_Dataset records:_
▼
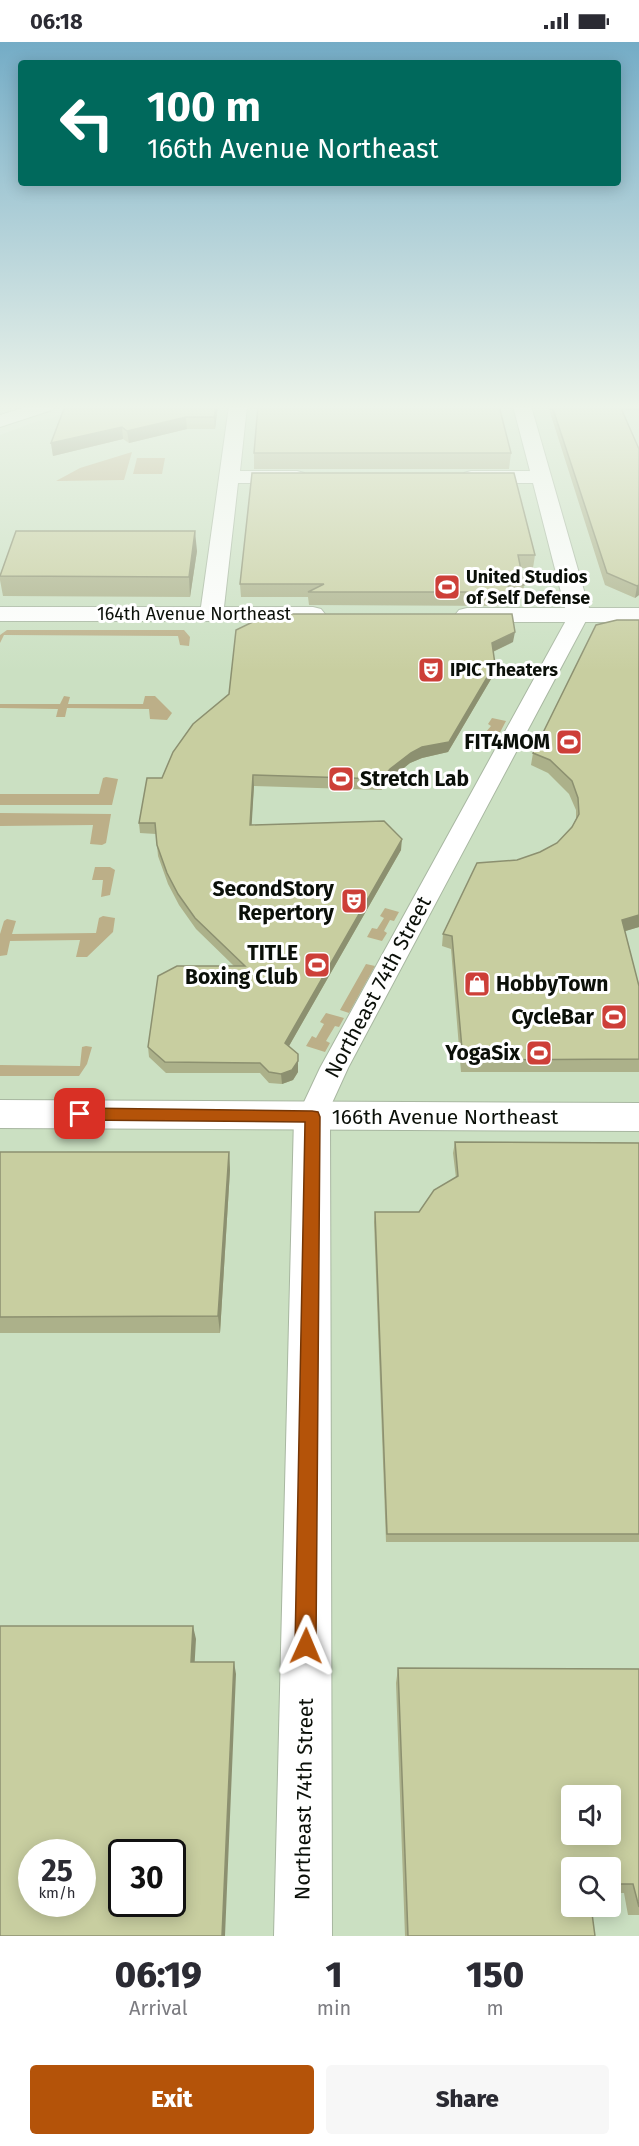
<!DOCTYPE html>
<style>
:root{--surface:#fff;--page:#f7f7f7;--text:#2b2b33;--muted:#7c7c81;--accent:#b45309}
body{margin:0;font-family:"Fira Sans",sans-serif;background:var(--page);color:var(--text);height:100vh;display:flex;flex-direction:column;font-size:22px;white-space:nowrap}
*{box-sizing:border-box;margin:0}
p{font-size:20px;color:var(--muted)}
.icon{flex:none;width:33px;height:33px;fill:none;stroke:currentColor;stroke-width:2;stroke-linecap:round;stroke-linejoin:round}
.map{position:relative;height:1894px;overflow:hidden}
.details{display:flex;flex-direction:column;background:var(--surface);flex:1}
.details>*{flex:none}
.banner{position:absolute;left:18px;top:18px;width:603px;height:126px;border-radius:6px;box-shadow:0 3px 15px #0003;background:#00695c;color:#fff;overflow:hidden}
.fabs{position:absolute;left:561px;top:1743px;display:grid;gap:12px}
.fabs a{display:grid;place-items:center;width:60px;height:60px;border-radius:6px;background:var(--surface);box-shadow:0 3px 15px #0003;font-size:30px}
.speed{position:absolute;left:18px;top:1797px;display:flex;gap:12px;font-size:30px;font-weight:700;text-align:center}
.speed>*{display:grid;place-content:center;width:78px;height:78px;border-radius:50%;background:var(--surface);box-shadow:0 3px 15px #0003;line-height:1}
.speed small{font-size:15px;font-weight:400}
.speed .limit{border:3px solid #111;border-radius:9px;background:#fff;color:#111}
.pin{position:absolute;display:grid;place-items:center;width:51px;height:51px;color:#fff;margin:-26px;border-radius:12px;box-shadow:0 3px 9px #0006}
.me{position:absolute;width:66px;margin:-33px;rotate:1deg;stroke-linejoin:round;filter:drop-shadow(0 0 4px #0008)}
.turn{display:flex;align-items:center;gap:21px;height:126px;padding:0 30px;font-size:27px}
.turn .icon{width:78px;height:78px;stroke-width:2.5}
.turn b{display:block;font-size:42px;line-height:51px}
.eta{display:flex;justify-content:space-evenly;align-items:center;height:102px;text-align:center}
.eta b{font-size:36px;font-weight:800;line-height:42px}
.cta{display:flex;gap:12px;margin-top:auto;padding:12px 30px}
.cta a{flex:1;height:69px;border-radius:6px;background:var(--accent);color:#fff;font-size:24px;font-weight:800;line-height:69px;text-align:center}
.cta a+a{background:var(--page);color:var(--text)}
.status{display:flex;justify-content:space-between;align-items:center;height:42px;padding:0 30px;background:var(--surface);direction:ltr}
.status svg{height:16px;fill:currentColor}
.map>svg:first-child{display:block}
.built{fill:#cbe0c2;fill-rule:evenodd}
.green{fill:#bcaf88}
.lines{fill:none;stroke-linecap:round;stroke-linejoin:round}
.pedestrian-casing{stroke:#a8b7a1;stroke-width:2}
.minor-casing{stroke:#a8b7a1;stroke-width:2}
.tertiary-casing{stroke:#a8b7a1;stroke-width:2}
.secondary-casing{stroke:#a8b7a1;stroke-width:2}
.pedestrian{fill:#fff;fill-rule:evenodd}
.minor{fill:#fff;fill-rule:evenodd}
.tertiary{fill:#fff;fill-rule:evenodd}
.secondary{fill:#fff;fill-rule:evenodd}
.wall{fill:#acb18a}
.shaded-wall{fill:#8c9070}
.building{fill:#c8cea0;stroke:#8c9070;stroke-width:1.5;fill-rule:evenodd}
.route{fill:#b45309;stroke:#753606;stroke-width:1.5}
.labels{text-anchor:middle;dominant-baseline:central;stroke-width:6;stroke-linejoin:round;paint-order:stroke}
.far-poi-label{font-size:18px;font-weight:bold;fill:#0b1009;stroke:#fff;text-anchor:start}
.far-street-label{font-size:18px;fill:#0b1009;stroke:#fff}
.poi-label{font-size:21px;font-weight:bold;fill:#0b1009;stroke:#fff;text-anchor:end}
.street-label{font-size:21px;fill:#0b1009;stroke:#fff}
</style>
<div class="status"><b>06:18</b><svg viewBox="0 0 49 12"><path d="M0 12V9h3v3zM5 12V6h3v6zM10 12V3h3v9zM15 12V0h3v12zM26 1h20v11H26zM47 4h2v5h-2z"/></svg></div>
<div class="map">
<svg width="639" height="1894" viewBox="0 0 639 1894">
<rect width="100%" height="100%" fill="#d7e7d0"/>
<!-- built -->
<path class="built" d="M 96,364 L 639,364 L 639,1894 L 0,1894 L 0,393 L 32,381 ZM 572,1754 L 610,1754 L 610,1792 L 572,1792 ZM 32,1810 L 82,1810 L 82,1862 L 32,1862 ZM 122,1810 L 172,1810 L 172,1862 L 122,1862 ZM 572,1826 L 610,1826 L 610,1864 L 572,1864 Z"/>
<!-- green -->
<path class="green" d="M 132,410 L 124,438 L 56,439 L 80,426 Z
M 137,416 L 165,416 L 162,432 L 133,432 Z
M 7,588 L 184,588 L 190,595 L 189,604 L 180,603 L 178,594 L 4,593 L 0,601 L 0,593 Z
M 64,654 L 70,655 L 68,662 L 143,662 L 145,654 L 155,654 L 172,671 L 167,678 L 150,677 L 149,667 L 67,666 L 65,675 L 56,675 L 58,667 L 0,666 L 0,662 L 60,662 Z
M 492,676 L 506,679 L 495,700 L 479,698 L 491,684 L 488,682 Z
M 106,735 L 118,737 L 112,763 L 0,763 L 0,752 L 99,752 L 103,736 Z
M 0,771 L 111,772 L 106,801 L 102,803 L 90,802 L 93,783 L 0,784 Z
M 95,825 L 110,825 L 115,828 L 110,853 L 101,855 L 103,838 L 92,838 Z
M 385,866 L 399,870 L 394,879 L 390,878 L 384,889 L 387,891 L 382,899 L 367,895 L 372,886 L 377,887 L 384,876 L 380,874 Z
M 103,874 L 115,876 L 113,890 L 87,915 L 76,915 L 80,898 L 10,899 L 7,913 L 0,914 L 0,892 L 4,879 L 7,877 L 16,879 L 12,892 L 96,891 L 99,876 Z
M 366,922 L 375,924 L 349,971 L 340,968 Z
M 326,971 L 344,976 L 339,985 L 335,984 L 326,999 L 330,1001 L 325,1010 L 306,1004 L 312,994 L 316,996 L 324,982 L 320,980 Z
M 86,1004 L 92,1005 L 87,1022 L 79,1034 L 0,1034 L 0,1023 L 80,1024 L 82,1005 Z"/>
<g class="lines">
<defs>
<path id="pedestrian" d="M 579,567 L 586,569 L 589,573 L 348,1026 L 322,1083 L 312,1087 L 302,1083 L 297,1075 L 320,1026 L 569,573 L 572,569 Z"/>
<path id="minor" d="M 229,364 L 247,364 L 240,429 L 297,429 L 304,431 L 307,435 L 304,439 L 297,441 L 238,441 L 224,565 L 313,565 L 321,567 L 325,572 L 321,577 L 313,579 L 0,579 L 0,565 L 201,565 Z
M 513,364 L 531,364 L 589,566 L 639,566 L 639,580 L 467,580 L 459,578 L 455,573 L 459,568 L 467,566 L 565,566 L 533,441 L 471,441 L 464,439 L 461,435 L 464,431 L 471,429 L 530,429 Z
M 312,1061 L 325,1065 L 330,1075 L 332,1894 L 274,1894 L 294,1075 L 299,1065 Z"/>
<path id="tertiary" d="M 0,1058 L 639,1061 L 639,1089 L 0,1086 Z"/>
<path id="secondary" d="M 29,364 L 55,364 L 52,368 L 0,385 L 0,373 Z"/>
</defs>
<!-- pedestrian casing -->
<use href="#pedestrian" class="pedestrian-casing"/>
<!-- minor casing -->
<use href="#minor" class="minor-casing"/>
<!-- tertiary casing -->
<use href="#tertiary" class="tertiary-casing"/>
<!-- secondary casing -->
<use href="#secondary" class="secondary-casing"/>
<!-- pedestrian -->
<use href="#pedestrian" class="pedestrian"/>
<!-- minor -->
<use href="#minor" class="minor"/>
<!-- tertiary -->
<use href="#tertiary" class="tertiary"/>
<!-- secondary -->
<use href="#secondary" class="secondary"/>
</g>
<!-- wall -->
<path class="wall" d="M 65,364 L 218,364 L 215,387 L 187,387 L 129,401 L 123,397 L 53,414 L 51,401 Z
M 548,364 L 639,364 L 639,368 L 622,368 L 639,553 L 635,556 L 605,543 Z
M 254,411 L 511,411 L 509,427 L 254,427 Z
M 252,431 L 535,513 L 533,526 L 521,526 L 524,543 L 523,556 L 508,556 L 507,564 L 309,563 L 308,555 L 241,555 L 240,542 Z
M 197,509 L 190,555 L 3,554 L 0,538 L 0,532 Z
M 639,578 L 639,885 L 625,889 L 639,944 L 639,1030 L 461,1030 L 451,907 L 442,904 L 443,892 L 517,818 L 540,810 L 557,801 L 572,785 L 576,777 L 576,768 L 569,752 L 548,731 L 531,723 L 533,711 Z
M 513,600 L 493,610 L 495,622 L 494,632 L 448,710 L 422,716 L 410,721 L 389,738 L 381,748 L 254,744 L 251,783 L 401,808 L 289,1004 L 298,1030 L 293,1038 L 282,1042 L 269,1041 L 260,1031 L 166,1031 L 149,1015 L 148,1005 L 234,924 L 196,887 L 179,863 L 168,842 L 158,814 L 156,792 L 140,791 L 139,781 L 162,736 Z
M 455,1100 L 639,1101 L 639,1500 L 386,1500 L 374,1180 L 375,1170 L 419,1170 L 456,1136 L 453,1111 Z
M 0,1110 L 229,1110 L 230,1128 L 220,1291 L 0,1291 Z
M 398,1626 L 639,1627 L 639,1873 L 628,1873 L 624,1851 L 610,1851 L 610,1826 L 572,1826 L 595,1894 L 405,1894 L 396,1641 Z"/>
<!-- shaded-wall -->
<path class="shaded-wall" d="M 216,364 L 218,364 L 215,387 L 214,375 Z
M 186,375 L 187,387 L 129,401 L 127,389 Z
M 122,385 L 123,397 L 53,414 L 51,401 Z
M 195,489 L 197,509 L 190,555 L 189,535 Z
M 639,543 L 639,553 L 635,556 L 637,544 Z
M 515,590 L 513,600 L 490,611 L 492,601 Z
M 495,622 L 494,632 L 448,710 L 422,716 L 410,721 L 389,738 L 381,748 L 382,737 L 390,727 Z
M 253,733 L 254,744 L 251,794 L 250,783 Z
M 402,797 L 401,808 L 285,1011 L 285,1001 Z
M 639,873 L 639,885 L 619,891 L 622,878 Z
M 298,1012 L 298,1030 L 293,1038 L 282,1042 L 281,1032 Z
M 229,1110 L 230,1128 L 220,1291 L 218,1274 Z
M 193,1584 L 196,1597 L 194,1632 L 191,1620 Z
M 234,1620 L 236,1632 L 225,1894 L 222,1894 Z"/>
<!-- building -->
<path class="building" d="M 65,364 L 216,364 L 214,375 L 186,375 L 127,389 L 122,385 L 51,401 Z
M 258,364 L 499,364 L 511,411 L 254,411 Z
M 552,364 L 620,364 L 639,407 L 639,543 L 637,544 L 607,531 Z
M 252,431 L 514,431 L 535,513 L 518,513 L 524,543 L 508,543 L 509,550 L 308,550 L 324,542 L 240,542 Z
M 16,489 L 195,489 L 189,535 L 0,534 Z
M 269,572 L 512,572 L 515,590 L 492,601 L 495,622 L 449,700 L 422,705 L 411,711 L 390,727 L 382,737 L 253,733 L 250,783 L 384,779 L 402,797 L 285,1001 L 298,1012 L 298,1019 L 292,1028 L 281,1032 L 269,1030 L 260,1021 L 165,1020 L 148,1005 L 158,934 L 177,924 L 245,924 L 195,876 L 178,852 L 167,831 L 157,803 L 155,781 L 139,781 L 147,736 L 162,736 L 173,710 L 193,682 L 229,652 L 236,588 Z
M 617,578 L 639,578 L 639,873 L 622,878 L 639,944 L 639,1017 L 463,1018 L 452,894 L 443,892 L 477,821 L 517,818 L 540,810 L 557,801 L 572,785 L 579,772 L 578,756 L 572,739 L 550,718 L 533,711 L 596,583 Z
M 455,1100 L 639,1101 L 639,1492 L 387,1492 L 375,1170 L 419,1170 L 434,1148 L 458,1134 Z
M 0,1110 L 229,1110 L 218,1274 L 0,1275 Z
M 0,1584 L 193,1584 L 191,1620 L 234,1620 L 222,1894 L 0,1894 ZM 32,1810 L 82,1810 L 82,1862 L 32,1862 ZM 122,1810 L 172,1810 L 172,1862 L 122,1862 Z
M 398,1626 L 639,1627 L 639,1865 L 633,1842 L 610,1842 L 610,1826 L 572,1826 L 572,1864 L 591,1864 L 595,1894 L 408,1894 ZM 572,1754 L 610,1754 L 610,1792 L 572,1792 Z"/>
<!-- sky -->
<linearGradient id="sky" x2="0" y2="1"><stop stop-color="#74acc6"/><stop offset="0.58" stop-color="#edf4ea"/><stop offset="1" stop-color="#edf4ea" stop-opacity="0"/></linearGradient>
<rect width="639" height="629" fill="url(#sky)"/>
<!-- route -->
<path class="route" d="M 80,1066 L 312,1069 L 318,1070 L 320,1075 L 316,1604 L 313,1612 L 306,1615 L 298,1612 L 295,1604 L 305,1080 L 80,1078 L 75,1076 L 73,1072 L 75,1068 Z"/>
<!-- icons -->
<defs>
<symbol id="stadium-square" viewBox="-11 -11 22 22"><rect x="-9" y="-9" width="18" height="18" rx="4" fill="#cd3f38" stroke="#fff"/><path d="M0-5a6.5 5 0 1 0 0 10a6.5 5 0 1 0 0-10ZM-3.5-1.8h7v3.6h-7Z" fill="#fff"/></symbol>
<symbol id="theatre-square" viewBox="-11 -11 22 22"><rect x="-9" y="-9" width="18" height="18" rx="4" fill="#cd3f38" stroke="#fff"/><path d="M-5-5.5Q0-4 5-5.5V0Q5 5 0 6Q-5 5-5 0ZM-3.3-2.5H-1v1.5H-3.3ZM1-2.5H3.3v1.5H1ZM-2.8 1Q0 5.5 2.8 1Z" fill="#fff"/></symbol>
<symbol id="shop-square" viewBox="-11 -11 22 22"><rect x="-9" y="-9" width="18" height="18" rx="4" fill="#cd3f38" stroke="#fff"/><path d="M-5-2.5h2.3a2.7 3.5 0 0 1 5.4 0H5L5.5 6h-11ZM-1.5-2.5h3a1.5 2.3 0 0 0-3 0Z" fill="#fff"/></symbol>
</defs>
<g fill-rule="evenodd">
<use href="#stadium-square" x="432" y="530" width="30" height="30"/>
<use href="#theatre-square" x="416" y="613" width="30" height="30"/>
<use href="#stadium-square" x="554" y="685" width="30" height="30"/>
<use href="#stadium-square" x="326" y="722" width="30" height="30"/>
<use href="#theatre-square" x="339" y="844" width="30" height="30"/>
<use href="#stadium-square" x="302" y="908" width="30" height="30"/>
<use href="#shop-square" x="462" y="927" width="30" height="30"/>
<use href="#stadium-square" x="599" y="960" width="30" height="30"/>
<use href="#stadium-square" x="524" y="996" width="30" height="30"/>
</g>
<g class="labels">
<!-- far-poi labels -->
<g class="far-poi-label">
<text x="466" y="535">United Studios<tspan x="466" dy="21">of Self Defense</tspan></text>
<text x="450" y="628">IPIC Theaters</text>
</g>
<!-- far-street labels -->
<g class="far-street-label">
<text x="194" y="572">164th Avenue Northeast</text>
</g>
<!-- poi labels -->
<g class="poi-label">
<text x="550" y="700">FIT4MOM</text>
<text x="360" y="737" text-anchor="start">Stretch Lab</text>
<text x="334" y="847">SecondStory<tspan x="334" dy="24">Repertory</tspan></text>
<text x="298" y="911">TITLE<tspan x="298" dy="24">Boxing Club</tspan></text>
<text x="496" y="942" text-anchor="start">HobbyTown</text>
<text x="594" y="975">CycleBar</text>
<text x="520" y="1011">YogaSix</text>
</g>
<!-- street labels -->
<g class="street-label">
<text transform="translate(378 945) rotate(-62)">Northeast 74th Street</text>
<text x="445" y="1075">166th Avenue Northeast</text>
<text transform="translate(304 1757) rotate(-89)">Northeast 74th Street</text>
</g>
</g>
</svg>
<div class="fabs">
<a><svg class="icon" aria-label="sound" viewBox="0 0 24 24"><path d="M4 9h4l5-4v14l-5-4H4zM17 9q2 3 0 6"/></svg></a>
<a><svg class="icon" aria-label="search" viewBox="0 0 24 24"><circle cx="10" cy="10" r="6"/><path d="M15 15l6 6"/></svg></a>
</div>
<div class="speed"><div>25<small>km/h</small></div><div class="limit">30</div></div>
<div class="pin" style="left:80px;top:1072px;background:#d93025"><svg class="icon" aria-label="arrive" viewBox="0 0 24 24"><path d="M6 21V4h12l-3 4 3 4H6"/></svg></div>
<svg class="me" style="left:306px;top:1604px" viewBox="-20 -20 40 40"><path d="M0-17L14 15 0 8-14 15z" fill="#b45309" stroke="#fff" stroke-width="4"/></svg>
<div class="banner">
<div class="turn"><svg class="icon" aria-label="left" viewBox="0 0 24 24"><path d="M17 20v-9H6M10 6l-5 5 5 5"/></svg><div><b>100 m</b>166th Avenue Northeast</div></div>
</div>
</div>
<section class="details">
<div class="eta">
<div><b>06:19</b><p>Arrival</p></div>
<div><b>1</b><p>min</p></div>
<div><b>150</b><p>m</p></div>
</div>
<div class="cta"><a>Exit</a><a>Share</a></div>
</section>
▲
_ACTIVITY:_ Which lines of the entries above contain the string "shadow"? Copy each one.

_OUTPUT OF THE TASK:_
.banner{position:absolute;left:18px;top:18px;width:603px;height:126px;border-radius:6px;box-shadow:0 3px 15px #0003;background:#00695c;color:#fff;overflow:hidden}
.fabs a{display:grid;place-items:center;width:60px;height:60px;border-radius:6px;background:var(--surface);box-shadow:0 3px 15px #0003;font-size:30px}
.speed>*{display:grid;place-content:center;width:78px;height:78px;border-radius:50%;background:var(--surface);box-shadow:0 3px 15px #0003;line-height:1}
.pin{position:absolute;display:grid;place-items:center;width:51px;height:51px;color:#fff;margin:-26px;border-radius:12px;box-shadow:0 3px 9px #0006}
.me{position:absolute;width:66px;margin:-33px;rotate:1deg;stroke-linejoin:round;filter:drop-shadow(0 0 4px #0008)}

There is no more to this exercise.